You are given a list of meeting requests, where each request is a half-open interval [start, end). A meeting uses the room starting at time start and releases it at time end, so a meeting ending at time t does not conflict with one starting at time t. Determine whether all meetings can be scheduled using only one meeting room. Return True if no two meetings overlap in time; otherwise return False.

Constraints

  • 0 <= n <= 10^5, where n is the number of intervals
  • Each interval has exactly two integers: start and end
  • For every interval, start < end
  • Intervals are half-open: [start, end)

Examples

Input: [[0, 30], [5, 10], [15, 20]]

Expected Output: False

Explanation: The meeting [0, 30) overlaps with both [5, 10) and [15, 20), so one room is not enough.

Input: [[1, 3], [3, 5], [5, 8]]

Expected Output: True

Explanation: These meetings only touch at boundaries. Because the intervals are half-open, they do not overlap.

Input: []

Expected Output: True

Explanation: With no meetings, one room is trivially sufficient.

Input: [[4, 6], [1, 2], [2, 4], [6, 9]]

Expected Output: True

Explanation: After sorting, each meeting starts exactly when the previous one ends or later, so there is no overlap.

Input: [[1, 4], [2, 3]]

Expected Output: False

Explanation: The interval [2, 3) is fully inside [1, 4), so the meetings overlap.

Solution

def solution(intervals):
    if not intervals:
        return True

    intervals = sorted(intervals, key=lambda x: (x[0], x[1]))
    prev_end = intervals[0][1]

    for start, end in intervals[1:]:
        if start < prev_end:
            return False
        prev_end = end

    return True

Time complexity: O(n log n). Space complexity: O(n).

Hints

  1. Try sorting the meetings by their start time first.
  2. After sorting, it is enough to compare each meeting with the one that ends most recently before it.
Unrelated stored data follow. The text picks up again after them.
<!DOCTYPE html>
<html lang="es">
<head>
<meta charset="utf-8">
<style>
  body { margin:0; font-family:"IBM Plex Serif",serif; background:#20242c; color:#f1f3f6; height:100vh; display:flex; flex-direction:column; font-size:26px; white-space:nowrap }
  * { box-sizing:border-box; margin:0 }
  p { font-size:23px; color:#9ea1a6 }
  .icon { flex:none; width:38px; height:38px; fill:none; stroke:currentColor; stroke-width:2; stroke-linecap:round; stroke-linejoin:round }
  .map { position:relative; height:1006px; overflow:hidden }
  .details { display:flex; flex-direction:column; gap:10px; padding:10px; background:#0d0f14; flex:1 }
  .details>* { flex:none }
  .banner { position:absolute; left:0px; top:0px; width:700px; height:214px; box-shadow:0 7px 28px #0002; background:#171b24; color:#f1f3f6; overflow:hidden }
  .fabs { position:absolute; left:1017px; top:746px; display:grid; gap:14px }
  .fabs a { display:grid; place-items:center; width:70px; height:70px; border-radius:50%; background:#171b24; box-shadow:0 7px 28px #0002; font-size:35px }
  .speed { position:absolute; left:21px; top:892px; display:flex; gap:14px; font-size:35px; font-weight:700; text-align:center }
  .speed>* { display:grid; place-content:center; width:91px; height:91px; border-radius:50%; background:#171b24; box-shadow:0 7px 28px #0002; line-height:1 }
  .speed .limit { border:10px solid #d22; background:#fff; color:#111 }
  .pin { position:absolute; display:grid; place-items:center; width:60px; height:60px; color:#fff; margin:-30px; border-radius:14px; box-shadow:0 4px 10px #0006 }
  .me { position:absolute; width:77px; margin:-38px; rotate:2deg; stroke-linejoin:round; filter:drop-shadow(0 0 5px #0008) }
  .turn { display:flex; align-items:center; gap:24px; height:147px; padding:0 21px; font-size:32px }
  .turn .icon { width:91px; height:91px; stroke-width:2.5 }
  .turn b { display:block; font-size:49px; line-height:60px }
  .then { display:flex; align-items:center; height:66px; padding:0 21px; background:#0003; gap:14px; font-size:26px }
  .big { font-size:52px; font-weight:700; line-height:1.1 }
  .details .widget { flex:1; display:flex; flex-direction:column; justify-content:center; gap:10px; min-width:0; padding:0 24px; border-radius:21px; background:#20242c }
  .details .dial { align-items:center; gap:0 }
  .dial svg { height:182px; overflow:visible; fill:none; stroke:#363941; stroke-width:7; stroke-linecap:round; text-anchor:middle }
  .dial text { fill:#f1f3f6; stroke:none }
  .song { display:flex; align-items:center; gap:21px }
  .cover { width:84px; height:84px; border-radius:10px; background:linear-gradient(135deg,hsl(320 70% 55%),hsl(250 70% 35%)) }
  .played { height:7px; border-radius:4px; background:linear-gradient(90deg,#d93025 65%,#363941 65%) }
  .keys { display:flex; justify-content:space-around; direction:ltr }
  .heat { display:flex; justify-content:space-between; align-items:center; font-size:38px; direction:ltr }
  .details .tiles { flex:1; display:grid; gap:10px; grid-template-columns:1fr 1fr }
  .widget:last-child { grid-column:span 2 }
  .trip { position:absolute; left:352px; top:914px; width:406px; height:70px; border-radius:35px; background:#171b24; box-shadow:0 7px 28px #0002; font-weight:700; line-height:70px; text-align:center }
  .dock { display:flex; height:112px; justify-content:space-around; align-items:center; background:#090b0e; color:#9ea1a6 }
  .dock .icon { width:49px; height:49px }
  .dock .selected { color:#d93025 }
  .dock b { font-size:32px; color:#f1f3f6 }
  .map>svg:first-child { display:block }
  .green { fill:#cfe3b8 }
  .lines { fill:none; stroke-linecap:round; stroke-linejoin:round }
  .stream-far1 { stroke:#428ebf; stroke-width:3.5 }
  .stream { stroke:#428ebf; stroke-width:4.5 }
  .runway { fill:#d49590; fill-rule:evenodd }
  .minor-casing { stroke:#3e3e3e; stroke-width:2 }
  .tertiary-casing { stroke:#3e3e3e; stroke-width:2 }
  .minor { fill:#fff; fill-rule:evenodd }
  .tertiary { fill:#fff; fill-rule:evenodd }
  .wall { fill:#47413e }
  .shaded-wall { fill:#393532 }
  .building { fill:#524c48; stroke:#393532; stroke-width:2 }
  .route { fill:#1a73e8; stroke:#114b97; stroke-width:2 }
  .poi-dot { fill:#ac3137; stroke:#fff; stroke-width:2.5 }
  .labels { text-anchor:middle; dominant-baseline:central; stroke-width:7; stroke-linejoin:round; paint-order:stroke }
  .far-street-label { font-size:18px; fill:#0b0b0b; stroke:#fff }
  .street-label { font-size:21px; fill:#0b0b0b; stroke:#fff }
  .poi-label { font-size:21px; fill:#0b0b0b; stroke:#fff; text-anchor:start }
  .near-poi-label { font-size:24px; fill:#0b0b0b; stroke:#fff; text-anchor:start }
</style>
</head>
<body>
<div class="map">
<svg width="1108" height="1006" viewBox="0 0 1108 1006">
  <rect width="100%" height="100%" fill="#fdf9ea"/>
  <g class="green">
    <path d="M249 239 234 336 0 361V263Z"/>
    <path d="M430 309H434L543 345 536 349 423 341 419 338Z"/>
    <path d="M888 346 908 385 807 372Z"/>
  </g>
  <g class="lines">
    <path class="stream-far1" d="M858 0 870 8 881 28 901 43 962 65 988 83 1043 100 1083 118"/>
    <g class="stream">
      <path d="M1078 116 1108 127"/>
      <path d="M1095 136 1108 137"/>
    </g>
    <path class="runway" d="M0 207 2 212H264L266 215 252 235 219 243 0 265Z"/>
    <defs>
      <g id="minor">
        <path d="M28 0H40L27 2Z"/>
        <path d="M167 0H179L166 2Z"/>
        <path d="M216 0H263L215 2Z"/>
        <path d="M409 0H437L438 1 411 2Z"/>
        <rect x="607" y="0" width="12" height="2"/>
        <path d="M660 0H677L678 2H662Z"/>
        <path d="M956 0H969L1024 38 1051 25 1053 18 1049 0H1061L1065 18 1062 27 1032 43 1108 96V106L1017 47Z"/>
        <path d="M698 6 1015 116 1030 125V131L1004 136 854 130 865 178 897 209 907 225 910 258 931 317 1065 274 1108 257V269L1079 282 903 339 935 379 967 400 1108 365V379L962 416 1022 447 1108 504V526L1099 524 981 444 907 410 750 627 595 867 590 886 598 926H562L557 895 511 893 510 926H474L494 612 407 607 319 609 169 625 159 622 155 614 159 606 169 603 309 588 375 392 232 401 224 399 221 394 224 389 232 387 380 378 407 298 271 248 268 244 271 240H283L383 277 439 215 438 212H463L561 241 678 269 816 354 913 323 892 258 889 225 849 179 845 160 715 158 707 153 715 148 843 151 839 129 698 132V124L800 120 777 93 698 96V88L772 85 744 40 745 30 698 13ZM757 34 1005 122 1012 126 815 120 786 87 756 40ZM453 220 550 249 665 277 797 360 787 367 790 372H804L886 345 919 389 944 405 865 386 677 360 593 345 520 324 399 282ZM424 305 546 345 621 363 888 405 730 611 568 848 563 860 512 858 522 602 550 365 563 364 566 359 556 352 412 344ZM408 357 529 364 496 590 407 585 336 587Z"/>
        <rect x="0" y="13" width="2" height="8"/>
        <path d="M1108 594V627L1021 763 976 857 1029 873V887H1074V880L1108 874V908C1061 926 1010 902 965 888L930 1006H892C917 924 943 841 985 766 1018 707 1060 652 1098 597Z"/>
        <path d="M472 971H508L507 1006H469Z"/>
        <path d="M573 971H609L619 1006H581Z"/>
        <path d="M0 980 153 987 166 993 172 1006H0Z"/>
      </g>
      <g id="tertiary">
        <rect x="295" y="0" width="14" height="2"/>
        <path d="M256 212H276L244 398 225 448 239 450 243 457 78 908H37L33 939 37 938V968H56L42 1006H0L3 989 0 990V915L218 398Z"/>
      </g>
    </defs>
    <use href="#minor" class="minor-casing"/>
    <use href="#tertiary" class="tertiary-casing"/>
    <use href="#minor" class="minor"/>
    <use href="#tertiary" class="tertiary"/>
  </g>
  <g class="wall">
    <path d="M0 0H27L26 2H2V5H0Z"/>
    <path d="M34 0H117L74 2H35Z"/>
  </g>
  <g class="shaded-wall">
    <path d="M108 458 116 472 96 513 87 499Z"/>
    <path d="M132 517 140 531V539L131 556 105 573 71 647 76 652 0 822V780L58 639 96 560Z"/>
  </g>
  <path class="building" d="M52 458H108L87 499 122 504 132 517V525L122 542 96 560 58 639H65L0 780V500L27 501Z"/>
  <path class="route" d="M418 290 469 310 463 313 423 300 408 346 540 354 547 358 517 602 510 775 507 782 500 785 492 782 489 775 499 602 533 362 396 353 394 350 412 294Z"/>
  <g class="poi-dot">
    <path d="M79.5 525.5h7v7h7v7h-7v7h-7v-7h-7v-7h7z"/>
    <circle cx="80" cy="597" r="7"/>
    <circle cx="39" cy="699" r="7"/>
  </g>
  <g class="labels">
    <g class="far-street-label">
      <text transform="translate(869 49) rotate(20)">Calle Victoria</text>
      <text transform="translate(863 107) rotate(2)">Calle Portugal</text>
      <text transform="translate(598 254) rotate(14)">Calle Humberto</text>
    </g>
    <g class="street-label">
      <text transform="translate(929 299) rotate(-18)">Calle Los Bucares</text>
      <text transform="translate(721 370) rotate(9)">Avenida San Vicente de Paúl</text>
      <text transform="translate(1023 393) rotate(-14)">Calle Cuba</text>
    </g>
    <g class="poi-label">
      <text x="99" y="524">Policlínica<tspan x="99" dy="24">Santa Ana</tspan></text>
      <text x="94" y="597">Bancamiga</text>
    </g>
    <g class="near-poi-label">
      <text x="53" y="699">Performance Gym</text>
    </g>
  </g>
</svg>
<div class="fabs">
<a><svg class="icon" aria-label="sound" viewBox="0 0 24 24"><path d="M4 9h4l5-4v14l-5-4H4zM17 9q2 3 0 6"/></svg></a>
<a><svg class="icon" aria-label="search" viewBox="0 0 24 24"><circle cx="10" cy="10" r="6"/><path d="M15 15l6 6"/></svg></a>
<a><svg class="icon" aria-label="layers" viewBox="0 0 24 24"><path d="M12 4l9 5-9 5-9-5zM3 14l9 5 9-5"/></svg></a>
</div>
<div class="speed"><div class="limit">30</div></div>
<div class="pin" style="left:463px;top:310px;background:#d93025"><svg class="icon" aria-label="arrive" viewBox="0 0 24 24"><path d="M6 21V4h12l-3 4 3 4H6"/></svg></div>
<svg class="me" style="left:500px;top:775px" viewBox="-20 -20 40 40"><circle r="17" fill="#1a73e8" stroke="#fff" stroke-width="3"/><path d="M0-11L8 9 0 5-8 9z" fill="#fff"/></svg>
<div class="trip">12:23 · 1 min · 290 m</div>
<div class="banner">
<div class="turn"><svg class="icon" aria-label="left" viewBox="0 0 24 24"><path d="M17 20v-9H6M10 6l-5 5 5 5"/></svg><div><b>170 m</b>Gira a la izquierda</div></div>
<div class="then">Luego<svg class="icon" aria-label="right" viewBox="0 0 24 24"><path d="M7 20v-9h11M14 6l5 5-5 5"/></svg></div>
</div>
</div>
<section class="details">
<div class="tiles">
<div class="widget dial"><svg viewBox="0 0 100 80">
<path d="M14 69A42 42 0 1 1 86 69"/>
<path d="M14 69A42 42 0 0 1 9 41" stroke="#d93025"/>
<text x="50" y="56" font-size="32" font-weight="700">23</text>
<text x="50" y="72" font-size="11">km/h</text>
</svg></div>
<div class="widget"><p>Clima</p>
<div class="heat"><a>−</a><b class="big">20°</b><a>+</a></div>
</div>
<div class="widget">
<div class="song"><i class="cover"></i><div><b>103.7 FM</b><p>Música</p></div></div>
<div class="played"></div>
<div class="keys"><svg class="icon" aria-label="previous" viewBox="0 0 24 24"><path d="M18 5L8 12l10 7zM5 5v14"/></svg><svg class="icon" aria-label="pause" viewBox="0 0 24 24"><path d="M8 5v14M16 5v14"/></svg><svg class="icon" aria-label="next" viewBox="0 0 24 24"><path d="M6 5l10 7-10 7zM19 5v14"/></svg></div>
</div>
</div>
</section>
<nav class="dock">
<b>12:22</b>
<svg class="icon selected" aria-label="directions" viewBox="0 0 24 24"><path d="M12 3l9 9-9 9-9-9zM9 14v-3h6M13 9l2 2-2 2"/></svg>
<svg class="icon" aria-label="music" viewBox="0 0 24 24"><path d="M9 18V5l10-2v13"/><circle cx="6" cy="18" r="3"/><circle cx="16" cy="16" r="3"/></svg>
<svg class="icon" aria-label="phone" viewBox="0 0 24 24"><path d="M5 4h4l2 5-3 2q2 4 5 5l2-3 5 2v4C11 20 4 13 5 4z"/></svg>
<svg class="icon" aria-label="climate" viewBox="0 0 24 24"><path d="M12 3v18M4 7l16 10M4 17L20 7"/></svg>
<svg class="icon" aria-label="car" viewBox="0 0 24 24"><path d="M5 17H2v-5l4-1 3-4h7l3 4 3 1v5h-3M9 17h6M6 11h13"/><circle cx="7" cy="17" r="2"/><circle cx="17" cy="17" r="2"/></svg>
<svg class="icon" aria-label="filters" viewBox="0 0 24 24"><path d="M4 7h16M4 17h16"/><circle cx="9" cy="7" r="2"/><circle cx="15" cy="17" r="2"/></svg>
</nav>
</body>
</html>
Part 2: Minimum Number of Meeting Rooms

You are given a list of meeting requests, where each request is a half-open interval [start, end). A meeting ending at time t does not overlap with a meeting starting at time t. Compute the minimum number of meeting rooms required so that all meetings can be scheduled.

Constraints

  • 0 <= n <= 10^5, where n is the number of intervals
  • Each interval has exactly two integers: start and end
  • For every interval, start < end
  • Intervals are half-open: [start, end)

Examples

Input: [[0, 30], [5, 10], [15, 20]]

Expected Output: 2

Explanation: At most two meetings overlap at once, so two rooms are required.

Input: [[1, 3], [3, 5], [5, 8]]

Expected Output: 1

Explanation: Each meeting starts exactly when the previous one ends, so one room can be reused.

Input: []

Expected Output: 0

Explanation: No meetings means no rooms are needed.
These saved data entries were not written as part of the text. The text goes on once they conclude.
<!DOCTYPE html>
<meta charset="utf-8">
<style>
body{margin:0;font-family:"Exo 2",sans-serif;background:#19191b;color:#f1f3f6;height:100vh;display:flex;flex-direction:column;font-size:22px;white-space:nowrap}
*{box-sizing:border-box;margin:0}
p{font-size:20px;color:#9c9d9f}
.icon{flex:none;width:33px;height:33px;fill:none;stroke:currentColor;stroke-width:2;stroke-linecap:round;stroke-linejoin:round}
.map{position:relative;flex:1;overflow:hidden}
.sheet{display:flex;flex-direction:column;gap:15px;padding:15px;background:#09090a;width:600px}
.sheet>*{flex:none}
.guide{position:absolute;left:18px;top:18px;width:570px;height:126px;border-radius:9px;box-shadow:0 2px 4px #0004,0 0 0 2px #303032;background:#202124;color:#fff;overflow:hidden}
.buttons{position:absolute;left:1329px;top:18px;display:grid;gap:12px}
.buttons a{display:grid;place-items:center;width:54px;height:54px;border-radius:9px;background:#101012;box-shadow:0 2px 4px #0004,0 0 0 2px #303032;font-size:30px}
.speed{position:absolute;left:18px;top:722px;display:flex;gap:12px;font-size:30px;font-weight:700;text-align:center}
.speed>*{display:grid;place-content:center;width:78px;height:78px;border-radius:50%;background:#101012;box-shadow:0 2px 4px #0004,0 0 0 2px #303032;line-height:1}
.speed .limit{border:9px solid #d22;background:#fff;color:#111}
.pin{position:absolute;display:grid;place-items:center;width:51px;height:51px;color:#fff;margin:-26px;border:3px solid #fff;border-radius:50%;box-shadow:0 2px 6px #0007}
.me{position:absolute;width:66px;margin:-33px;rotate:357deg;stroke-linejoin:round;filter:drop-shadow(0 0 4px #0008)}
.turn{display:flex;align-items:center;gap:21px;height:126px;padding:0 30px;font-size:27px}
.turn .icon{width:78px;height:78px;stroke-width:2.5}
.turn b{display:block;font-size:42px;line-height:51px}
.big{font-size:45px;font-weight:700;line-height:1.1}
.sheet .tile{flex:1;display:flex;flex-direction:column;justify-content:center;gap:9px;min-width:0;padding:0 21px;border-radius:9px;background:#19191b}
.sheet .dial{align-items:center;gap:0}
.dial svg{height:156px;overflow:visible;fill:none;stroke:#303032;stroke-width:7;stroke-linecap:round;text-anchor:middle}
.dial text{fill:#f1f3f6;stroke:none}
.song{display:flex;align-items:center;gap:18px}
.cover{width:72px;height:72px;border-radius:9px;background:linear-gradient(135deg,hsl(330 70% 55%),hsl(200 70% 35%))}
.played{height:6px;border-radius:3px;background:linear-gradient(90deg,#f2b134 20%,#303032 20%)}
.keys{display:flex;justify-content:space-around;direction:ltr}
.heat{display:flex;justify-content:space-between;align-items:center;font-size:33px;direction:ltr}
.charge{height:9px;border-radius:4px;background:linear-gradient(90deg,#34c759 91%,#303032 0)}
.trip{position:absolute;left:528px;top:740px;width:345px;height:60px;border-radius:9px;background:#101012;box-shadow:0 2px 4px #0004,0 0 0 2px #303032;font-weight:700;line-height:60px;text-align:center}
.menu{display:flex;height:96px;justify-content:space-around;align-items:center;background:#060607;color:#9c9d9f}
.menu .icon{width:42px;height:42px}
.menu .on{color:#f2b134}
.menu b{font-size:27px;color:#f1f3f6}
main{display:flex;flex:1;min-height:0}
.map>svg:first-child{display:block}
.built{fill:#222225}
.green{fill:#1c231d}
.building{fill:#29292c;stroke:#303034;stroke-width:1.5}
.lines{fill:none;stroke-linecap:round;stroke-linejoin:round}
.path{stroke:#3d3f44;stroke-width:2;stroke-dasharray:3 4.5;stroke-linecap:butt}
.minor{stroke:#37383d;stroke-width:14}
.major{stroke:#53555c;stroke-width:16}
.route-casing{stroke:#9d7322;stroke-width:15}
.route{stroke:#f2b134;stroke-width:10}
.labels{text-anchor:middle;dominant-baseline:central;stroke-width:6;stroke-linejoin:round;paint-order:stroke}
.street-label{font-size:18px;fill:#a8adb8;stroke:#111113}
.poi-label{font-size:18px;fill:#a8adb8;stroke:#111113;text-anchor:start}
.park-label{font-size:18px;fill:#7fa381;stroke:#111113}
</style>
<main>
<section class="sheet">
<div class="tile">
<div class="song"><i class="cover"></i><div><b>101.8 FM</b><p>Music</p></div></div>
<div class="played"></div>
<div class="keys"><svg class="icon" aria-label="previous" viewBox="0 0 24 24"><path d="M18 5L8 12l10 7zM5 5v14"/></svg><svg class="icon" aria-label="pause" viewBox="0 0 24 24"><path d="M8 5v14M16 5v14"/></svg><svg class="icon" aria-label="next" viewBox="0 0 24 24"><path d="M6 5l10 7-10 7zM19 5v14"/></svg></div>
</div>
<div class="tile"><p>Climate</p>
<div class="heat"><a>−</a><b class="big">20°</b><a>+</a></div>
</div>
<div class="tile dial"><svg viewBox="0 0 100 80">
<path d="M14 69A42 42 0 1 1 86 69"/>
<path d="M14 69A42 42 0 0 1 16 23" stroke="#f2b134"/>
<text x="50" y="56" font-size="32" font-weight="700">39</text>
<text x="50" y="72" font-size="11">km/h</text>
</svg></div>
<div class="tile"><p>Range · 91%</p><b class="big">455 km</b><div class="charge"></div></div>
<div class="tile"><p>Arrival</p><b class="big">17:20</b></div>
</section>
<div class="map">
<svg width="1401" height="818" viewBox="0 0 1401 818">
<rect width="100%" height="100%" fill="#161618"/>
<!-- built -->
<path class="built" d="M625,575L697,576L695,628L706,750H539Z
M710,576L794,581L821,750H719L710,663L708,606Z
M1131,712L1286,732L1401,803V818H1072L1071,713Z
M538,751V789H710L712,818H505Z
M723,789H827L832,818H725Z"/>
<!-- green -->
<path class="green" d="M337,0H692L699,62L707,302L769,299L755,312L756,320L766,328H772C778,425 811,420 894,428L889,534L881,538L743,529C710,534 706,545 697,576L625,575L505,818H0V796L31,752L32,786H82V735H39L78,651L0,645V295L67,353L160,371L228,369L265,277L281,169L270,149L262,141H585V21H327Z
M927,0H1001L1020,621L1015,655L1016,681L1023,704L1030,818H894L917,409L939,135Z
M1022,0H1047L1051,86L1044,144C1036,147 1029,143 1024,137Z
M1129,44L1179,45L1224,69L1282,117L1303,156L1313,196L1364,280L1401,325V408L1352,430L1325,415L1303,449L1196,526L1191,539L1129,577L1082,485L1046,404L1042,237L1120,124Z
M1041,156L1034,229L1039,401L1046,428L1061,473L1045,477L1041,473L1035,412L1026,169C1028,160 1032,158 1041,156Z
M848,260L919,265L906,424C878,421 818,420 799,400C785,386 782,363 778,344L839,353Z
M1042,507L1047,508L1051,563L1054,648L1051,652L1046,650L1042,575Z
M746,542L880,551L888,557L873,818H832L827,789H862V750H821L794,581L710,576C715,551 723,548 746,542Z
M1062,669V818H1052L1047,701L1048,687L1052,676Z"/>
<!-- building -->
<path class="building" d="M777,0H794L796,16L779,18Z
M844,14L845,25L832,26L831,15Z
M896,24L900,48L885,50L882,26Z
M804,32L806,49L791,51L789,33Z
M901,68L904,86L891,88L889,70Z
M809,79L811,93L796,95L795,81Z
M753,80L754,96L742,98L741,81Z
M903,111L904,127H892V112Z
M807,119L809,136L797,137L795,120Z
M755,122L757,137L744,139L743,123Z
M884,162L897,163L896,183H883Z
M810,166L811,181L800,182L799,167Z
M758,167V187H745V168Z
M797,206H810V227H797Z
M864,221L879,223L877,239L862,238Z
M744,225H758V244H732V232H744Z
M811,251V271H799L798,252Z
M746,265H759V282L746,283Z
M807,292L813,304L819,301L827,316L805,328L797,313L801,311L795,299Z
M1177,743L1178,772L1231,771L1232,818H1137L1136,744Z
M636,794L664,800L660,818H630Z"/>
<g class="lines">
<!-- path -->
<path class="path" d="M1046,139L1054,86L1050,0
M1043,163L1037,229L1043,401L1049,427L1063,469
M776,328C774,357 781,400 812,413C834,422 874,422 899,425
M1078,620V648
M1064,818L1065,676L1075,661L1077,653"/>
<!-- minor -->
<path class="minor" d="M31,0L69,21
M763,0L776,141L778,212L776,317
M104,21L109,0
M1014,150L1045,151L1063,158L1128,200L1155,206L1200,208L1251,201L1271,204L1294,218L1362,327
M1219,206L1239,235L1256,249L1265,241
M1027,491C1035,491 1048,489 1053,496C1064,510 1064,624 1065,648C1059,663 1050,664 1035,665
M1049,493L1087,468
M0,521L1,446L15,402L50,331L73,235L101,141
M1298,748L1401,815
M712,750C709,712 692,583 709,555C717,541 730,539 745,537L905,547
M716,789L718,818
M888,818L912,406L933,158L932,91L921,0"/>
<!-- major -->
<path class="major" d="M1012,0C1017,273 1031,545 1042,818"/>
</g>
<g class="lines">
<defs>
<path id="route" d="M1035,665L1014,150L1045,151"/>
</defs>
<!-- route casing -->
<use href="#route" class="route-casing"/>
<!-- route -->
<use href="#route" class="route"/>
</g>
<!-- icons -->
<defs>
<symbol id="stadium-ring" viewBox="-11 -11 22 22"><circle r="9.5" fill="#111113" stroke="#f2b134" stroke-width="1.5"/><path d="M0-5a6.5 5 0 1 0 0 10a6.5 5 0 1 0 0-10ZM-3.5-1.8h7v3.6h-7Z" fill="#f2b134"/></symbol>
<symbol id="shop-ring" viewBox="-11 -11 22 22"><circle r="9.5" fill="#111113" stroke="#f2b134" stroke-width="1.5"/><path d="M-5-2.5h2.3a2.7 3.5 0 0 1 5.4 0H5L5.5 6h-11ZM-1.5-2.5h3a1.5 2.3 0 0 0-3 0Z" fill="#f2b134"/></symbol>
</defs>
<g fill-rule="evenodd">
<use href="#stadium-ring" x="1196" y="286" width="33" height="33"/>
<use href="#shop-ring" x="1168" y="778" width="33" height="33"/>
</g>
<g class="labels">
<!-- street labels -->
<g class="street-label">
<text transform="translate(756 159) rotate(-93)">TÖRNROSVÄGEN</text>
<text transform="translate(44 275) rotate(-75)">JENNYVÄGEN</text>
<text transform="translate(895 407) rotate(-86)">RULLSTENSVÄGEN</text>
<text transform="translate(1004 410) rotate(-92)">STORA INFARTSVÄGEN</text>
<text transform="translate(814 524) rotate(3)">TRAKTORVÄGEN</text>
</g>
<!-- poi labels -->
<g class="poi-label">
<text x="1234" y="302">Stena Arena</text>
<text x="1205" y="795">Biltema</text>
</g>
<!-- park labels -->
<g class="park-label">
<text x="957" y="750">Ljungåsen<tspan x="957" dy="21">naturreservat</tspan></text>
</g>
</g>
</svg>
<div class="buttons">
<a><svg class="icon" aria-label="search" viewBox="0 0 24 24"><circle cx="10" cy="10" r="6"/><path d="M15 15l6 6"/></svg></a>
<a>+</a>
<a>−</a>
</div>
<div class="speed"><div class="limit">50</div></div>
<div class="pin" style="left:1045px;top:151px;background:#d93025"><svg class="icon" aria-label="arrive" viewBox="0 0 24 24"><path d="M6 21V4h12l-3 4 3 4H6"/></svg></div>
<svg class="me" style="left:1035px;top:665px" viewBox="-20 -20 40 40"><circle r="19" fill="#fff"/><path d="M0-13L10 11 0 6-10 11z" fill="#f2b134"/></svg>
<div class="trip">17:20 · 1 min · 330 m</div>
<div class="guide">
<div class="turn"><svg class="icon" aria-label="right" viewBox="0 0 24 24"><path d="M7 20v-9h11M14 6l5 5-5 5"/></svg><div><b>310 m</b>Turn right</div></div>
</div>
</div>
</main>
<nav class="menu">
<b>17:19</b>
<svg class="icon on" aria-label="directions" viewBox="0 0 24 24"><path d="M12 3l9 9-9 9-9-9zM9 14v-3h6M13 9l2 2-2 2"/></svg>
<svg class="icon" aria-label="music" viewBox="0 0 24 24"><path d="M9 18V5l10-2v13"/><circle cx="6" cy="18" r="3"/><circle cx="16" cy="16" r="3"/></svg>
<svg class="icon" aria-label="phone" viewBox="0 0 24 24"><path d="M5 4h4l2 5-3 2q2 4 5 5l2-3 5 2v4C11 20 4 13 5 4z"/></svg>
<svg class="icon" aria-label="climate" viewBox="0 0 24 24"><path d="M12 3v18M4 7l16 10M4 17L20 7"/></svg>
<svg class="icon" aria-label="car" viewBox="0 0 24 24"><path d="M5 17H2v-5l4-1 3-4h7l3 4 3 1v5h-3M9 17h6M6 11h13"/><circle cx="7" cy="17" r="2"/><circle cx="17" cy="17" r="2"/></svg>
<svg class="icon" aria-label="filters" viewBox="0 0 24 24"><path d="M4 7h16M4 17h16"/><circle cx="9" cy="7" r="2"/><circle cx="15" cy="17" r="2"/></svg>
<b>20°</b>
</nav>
Input: [[1, 10], [2, 7], [3, 19], [8, 12], [10, 20], [11, 30]]

Expected Output: 4

Explanation: The maximum number of simultaneous meetings is four, which happens after the meeting starting at 11 begins.

Input: [[1, 4], [1, 4], [1, 4]]

Expected Output: 3

Explanation: All three meetings start at the same time, so they require three different rooms.

Solution

def solution(intervals):
    import heapq

    if not intervals:
        return 0

    intervals = sorted(intervals, key=lambda x: (x[0], x[1]))
    heap = []
    max_rooms = 0

    for start, end in intervals:
        while heap and heap[0] <= start:
            heapq.heappop(heap)
        heapq.heappush(heap, end)
        if len(heap) > max_rooms:
            max_rooms = len(heap)

    return max_rooms

Time complexity: O(n log n). Space complexity: O(n).

Hints

  1. If you process meetings in start-time order, you only need to know which scheduled meeting ends earliest.
  2. A min-heap of end times is a good way to reuse rooms as soon as they become free.